Q: My compliance department is asking me for a 3210 letter. I don’t have any outside brokerage accounts, though. All I have is a 529 plan for my children, but I thought those are not included in rule 3210. Am I missing something?
A: No, you’re not missing anything. FINRA Rule 3210 says that associated persons are not permitted to open brokerage accounts at another member firm or financial institution without the prior written consent of the member firm they work for.
This includes accounts that the rep would have a beneficial interest in and also requires you to notify your employer about accounts that were opened before you became employed at your current firm.
“If the account was opened or otherwise established prior to the person’s association with the employer member, the associated person, within 30 calendar days of becoming so associated, shall obtain the written consent of the employer member to maintain the account and shall notify in writing the executing member or other financial institution of his or her association with the employer member,” according to the supplementary material associated with this rule.

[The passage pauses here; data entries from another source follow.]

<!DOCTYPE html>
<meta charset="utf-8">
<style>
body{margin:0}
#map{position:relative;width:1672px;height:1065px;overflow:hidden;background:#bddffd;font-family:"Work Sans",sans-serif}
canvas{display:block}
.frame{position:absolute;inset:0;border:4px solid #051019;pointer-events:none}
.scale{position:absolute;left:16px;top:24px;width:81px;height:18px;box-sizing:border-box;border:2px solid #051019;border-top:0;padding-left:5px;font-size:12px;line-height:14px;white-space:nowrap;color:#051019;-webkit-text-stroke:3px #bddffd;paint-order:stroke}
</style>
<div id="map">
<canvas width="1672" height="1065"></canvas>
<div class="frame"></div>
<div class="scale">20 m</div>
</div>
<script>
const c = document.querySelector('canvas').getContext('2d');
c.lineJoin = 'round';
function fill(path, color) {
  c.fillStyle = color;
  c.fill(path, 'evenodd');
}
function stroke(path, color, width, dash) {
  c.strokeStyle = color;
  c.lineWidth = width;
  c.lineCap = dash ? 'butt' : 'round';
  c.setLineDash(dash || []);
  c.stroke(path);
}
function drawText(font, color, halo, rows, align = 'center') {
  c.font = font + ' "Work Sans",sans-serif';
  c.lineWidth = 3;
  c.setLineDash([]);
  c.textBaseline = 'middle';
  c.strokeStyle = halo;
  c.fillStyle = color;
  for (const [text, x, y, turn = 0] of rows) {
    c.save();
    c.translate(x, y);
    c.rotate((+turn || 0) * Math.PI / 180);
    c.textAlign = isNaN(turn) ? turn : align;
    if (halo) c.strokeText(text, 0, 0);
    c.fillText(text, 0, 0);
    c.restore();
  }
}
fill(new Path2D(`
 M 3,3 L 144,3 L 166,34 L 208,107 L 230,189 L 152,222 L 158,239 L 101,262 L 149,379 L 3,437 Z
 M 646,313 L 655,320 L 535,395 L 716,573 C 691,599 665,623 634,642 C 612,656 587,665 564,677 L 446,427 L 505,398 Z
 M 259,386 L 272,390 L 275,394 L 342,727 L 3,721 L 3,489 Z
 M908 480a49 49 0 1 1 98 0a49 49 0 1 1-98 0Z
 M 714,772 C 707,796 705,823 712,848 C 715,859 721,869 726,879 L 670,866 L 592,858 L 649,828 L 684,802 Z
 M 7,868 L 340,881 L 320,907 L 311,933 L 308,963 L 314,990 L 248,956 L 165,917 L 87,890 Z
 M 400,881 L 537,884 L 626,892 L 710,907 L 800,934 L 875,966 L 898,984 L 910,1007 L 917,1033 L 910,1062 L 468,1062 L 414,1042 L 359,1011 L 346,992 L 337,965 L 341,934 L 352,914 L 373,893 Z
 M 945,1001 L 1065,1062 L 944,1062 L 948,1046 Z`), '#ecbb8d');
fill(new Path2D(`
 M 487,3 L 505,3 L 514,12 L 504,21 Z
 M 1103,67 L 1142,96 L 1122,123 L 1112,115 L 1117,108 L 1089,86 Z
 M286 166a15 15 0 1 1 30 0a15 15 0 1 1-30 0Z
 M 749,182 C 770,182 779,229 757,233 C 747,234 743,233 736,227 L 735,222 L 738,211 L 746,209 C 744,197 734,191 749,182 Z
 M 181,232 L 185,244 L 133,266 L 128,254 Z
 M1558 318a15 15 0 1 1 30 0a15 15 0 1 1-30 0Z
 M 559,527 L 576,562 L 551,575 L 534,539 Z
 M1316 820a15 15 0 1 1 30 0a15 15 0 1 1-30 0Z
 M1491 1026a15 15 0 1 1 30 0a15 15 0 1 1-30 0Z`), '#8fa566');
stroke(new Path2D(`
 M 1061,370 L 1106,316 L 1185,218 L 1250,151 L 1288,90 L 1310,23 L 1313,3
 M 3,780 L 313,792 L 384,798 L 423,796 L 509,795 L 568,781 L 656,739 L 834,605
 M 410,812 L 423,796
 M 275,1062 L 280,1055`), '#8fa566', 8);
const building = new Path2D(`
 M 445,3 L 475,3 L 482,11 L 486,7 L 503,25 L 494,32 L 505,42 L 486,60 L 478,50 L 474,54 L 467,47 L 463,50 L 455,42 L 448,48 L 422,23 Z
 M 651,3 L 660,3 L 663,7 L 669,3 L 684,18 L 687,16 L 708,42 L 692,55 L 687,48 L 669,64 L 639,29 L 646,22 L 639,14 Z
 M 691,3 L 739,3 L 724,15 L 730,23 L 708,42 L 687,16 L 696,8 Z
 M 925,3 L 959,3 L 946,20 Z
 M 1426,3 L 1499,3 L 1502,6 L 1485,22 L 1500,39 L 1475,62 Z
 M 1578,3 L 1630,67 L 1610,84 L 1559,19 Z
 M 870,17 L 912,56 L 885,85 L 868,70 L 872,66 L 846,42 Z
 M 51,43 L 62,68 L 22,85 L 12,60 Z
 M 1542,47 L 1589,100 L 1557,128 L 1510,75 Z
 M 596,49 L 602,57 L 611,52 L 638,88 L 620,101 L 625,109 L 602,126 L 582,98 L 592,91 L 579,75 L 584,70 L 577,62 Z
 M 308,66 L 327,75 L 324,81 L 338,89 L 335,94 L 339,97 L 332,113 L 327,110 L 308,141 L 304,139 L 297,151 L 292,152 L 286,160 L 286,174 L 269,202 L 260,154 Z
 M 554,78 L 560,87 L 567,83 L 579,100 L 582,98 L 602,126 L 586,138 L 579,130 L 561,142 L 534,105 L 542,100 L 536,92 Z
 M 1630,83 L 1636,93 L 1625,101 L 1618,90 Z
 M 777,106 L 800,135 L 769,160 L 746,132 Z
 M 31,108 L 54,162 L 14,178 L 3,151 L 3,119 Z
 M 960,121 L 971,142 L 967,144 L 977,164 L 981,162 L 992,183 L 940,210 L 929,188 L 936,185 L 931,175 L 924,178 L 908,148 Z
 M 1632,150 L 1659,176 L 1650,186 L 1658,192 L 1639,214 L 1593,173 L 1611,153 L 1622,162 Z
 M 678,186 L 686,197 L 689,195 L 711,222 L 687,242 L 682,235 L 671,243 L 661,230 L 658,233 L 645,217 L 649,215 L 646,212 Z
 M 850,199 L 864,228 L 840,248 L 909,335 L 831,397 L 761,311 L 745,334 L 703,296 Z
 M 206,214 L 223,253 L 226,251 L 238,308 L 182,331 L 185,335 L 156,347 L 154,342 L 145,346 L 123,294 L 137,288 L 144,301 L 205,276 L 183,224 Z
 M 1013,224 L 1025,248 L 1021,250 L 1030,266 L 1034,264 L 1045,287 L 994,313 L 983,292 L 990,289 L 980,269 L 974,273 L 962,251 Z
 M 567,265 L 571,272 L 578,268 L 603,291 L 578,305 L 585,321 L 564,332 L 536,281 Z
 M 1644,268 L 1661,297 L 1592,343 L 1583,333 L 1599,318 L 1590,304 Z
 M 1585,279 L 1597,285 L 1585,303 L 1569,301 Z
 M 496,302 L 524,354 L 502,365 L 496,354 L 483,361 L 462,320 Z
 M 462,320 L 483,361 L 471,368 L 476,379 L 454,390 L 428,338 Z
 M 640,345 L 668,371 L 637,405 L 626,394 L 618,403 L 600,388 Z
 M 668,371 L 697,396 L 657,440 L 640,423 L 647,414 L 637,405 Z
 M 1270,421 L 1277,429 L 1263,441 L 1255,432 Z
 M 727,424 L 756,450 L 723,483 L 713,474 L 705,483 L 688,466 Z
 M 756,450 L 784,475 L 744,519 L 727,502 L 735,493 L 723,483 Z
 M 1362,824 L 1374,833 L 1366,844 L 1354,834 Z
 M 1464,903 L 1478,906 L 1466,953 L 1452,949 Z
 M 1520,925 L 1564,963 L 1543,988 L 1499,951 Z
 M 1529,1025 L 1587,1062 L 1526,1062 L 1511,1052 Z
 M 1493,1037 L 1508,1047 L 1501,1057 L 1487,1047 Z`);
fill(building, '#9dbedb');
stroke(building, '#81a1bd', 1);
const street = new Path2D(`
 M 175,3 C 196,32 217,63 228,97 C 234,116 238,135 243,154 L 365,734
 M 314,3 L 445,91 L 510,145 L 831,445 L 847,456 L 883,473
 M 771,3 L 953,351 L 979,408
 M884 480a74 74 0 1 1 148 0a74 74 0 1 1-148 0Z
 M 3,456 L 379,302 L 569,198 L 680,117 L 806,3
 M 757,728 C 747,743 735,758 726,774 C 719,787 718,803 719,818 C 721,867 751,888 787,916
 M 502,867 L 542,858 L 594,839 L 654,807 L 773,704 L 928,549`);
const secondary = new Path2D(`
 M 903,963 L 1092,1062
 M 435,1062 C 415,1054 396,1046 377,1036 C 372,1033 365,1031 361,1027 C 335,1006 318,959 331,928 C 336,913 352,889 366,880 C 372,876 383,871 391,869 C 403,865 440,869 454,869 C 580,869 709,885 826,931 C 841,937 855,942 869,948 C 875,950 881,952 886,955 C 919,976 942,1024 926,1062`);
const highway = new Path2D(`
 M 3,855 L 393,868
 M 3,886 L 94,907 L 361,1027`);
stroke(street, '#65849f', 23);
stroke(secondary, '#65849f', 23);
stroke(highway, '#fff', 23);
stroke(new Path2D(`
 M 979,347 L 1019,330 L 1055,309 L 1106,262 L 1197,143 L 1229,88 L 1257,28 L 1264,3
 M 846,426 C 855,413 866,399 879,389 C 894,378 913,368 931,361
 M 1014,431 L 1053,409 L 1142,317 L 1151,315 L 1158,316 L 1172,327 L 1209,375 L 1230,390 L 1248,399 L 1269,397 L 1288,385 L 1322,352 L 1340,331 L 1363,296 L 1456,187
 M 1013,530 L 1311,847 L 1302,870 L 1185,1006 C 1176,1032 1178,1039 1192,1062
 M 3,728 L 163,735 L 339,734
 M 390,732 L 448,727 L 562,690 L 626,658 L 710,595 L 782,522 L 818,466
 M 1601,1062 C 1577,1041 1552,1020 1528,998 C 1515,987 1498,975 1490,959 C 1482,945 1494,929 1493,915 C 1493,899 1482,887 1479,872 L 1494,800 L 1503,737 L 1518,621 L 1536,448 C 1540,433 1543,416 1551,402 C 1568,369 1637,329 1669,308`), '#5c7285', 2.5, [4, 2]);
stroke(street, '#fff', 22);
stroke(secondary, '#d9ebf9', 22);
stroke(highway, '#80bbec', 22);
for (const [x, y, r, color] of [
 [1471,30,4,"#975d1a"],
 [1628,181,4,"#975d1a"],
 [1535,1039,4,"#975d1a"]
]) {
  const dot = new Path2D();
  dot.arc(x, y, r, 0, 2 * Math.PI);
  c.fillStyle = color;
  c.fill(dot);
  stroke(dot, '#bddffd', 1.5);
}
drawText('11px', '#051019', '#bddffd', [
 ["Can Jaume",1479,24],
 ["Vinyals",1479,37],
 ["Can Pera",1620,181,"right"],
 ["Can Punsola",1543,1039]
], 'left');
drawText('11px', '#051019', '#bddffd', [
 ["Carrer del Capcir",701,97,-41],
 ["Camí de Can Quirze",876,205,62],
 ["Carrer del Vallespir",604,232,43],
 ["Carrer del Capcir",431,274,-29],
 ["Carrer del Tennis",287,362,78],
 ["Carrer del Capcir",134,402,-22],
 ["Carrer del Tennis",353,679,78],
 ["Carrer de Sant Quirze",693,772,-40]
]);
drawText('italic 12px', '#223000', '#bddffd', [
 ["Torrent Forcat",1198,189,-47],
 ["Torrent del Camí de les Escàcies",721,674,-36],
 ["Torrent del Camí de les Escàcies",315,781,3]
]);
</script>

The additional guidance says that the types of accounts that you’re presumed to have a beneficial ownership in include those of your children. However, that same supplementary material also goes on to say that “qualified tuition programs pursuant to Section 529 of the Internal Revenue Code” are not subject to the rule. So it would seem to me that you are clearly not required by the FINRA Rule to obtain a 3210 letter for this account.
However, I would suggest that you double check your compliance manual as I suppose it might be possible that, regardless of the FINRA Rule, your firm may require that you obtain a 3210 letter — or perhaps at least notify them — of any 529 plans that you have.